Title：Optimizing MapReduce Framework through Joint Scheduling of Overlapping Phases
MapReduce includes three phases of map, shuffle, and reduce. Since the map phase is CPU-intensive and the shuffle phase is I/O-intensive, these phases can be conducted in parallel. This paper studies a joint scheduling optimization of overlapping map and shuffle phases to minimize the average job makespan. Challenges come from the dependency relationship between map and shuffle phases, since the shuffle phase may wait to transfer the data emitted by the map phase. A new concept of the strong pair is introduced. Two jobs are defined as a strong pair, if the shuffle and map workloads of one job equal the map and shuffle workloads of the other job, respectively. We prove that, if the entire set of jobs can be decomposed to strong pairs of jobs, then the optimal schedule is to pairwisely execute jobs that can form a strong pair. Following the above intuition, several offline and online scheduling policies are proposed. They first group jobs according to job workloads, and then, execute jobs within each group through a pairwise manner. Real data-driven experiments validate the efficiency and effectiveness of the proposed policies.
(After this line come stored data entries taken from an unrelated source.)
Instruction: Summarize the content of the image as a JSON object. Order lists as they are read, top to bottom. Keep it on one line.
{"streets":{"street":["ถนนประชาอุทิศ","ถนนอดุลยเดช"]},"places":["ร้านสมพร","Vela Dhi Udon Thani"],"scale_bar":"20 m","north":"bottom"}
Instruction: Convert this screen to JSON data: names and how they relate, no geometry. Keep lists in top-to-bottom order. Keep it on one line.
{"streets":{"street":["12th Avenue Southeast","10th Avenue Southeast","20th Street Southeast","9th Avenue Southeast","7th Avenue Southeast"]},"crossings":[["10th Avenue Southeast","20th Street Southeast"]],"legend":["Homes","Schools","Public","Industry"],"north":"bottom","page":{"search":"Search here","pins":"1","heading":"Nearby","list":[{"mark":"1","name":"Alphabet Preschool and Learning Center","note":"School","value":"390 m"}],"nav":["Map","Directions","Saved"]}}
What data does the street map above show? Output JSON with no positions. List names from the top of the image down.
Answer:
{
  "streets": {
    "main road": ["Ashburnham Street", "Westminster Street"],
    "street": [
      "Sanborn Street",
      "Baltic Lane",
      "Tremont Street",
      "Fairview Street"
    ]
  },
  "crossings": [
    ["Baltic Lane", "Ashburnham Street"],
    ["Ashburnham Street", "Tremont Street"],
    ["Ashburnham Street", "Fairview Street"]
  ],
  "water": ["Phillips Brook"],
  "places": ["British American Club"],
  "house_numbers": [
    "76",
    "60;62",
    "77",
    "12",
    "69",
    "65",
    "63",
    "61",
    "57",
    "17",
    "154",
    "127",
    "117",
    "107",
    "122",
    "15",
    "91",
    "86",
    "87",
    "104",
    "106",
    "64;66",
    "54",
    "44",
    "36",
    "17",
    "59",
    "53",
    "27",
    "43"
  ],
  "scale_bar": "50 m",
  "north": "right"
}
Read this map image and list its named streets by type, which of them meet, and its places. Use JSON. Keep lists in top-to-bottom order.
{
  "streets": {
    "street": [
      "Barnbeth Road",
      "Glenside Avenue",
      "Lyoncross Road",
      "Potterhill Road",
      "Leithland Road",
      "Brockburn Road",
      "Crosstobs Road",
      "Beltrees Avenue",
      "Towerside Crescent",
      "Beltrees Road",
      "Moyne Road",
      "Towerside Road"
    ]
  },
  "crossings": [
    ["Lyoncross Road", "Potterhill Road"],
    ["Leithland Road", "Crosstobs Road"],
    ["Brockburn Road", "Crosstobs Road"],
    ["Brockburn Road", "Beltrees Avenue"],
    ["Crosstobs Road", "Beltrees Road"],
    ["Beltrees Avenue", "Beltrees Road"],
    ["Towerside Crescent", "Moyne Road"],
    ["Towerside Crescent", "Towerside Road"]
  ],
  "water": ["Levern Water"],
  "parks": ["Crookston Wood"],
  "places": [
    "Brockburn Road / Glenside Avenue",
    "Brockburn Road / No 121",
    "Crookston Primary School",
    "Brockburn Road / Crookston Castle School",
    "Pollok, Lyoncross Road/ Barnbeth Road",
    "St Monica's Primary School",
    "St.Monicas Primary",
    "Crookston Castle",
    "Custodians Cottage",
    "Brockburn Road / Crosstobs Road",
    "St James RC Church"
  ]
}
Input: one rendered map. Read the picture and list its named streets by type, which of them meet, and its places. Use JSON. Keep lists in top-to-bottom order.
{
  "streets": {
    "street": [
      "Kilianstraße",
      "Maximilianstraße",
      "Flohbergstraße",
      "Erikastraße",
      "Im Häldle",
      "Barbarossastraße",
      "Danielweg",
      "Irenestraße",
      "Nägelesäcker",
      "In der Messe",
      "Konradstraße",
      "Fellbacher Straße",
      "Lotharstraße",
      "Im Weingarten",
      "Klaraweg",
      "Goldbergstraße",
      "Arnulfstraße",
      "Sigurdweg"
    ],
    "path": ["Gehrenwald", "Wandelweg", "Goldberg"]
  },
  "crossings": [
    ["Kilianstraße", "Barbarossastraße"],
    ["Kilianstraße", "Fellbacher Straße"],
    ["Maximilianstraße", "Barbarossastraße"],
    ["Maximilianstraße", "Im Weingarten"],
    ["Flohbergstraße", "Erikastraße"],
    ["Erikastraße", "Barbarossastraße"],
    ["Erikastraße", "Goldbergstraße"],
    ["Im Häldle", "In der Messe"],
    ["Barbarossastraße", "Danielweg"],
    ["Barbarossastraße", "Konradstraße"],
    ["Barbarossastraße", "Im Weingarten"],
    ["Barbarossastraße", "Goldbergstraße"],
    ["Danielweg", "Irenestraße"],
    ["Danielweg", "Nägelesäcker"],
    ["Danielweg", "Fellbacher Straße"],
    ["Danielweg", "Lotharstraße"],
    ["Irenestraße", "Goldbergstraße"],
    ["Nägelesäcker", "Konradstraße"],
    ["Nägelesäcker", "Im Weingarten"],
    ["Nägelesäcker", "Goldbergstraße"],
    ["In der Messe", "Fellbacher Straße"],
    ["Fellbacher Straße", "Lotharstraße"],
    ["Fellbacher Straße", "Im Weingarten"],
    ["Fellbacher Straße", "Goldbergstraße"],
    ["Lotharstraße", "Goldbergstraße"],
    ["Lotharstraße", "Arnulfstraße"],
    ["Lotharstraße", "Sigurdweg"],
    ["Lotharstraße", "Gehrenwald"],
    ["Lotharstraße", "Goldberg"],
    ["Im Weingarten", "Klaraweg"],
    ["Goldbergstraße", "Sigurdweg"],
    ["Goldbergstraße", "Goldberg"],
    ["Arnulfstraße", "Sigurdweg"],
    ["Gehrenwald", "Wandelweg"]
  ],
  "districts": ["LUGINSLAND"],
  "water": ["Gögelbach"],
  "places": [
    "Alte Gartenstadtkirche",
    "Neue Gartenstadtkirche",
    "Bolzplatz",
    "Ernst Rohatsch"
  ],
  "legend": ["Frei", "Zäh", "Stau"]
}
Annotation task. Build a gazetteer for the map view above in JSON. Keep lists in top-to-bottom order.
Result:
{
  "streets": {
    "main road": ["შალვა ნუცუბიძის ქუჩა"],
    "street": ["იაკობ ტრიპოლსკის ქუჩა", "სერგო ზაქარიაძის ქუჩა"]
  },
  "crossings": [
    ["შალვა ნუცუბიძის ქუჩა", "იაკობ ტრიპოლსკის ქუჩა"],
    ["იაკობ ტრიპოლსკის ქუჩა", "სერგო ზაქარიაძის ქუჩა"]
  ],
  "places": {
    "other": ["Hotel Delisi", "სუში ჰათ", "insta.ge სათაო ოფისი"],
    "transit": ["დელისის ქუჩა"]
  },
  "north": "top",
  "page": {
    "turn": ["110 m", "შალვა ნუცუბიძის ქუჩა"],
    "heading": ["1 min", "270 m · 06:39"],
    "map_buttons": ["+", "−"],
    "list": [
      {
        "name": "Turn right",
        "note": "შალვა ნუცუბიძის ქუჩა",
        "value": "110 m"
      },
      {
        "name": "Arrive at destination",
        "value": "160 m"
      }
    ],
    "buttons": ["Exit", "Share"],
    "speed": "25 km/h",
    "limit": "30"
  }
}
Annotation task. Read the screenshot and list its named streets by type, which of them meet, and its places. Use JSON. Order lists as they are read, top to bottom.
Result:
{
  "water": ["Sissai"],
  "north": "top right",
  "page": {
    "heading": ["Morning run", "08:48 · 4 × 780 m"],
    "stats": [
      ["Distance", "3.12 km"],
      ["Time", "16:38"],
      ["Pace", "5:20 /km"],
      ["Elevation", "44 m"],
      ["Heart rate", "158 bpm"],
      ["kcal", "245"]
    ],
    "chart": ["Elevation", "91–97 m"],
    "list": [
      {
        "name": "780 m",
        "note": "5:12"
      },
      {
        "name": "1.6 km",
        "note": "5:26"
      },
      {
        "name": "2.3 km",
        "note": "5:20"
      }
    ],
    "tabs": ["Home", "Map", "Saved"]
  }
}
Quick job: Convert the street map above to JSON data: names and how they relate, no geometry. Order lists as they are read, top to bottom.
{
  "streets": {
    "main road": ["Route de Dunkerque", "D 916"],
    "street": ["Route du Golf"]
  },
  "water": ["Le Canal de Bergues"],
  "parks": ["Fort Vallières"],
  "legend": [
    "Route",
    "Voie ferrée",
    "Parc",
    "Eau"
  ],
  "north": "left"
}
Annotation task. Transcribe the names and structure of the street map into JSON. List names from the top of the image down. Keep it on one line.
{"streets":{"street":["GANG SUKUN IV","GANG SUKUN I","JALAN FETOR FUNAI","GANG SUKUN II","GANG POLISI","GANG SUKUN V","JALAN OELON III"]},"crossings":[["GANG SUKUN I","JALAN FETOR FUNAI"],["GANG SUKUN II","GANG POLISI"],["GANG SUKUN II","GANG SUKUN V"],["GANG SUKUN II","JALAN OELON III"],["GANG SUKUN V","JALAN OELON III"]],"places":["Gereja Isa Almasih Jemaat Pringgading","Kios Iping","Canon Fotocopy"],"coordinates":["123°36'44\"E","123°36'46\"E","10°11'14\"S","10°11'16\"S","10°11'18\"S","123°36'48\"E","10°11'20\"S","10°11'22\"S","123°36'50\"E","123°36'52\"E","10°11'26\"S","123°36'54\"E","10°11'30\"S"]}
Jie Wu is the Associate Vice Provost for International Affairs at Temple University. He also serves as the Director of Center for Networked Computing and Laura H. Carnell professor in the Department of Computer and Information Sciences. Prior to joining Tempe University, he was a program director at the National Science Foundation and was a distinguished professor at Florida Atlantic University. His current research interests include mobile computing and wireless networks, routing protocols, cloud and green computing, network trust and security, and social network applications. Dr. Wu regularly publishes in scholarly journals, conference proceedings, and books. He serves on several editorial boards, including IEEE Transactions on Service Computing and the Journal of Parallel and Distributed Computing. Dr. Wu was general co-chair/chair for IEEE MASS 2006, IEEE IPDPS 2008, IEEE ICDCS 2013, and ACM MobiHoc 2014, as well as program co-chair for IEEE INFOCOM 2011 and CCF CNCC 2013. He was an IEEE Computer Society Distinguished Visitor, ACM Distinguished Speaker, and chair for the IEEE Technical Committee on Distributed Processing (TCDP). Dr. Wu is a CCF Distinguished Speaker and a Fellow of the IEEE. He is the recipient of the 2011 China Computer Federation (CCF) Overseas Outstanding Achievement Award.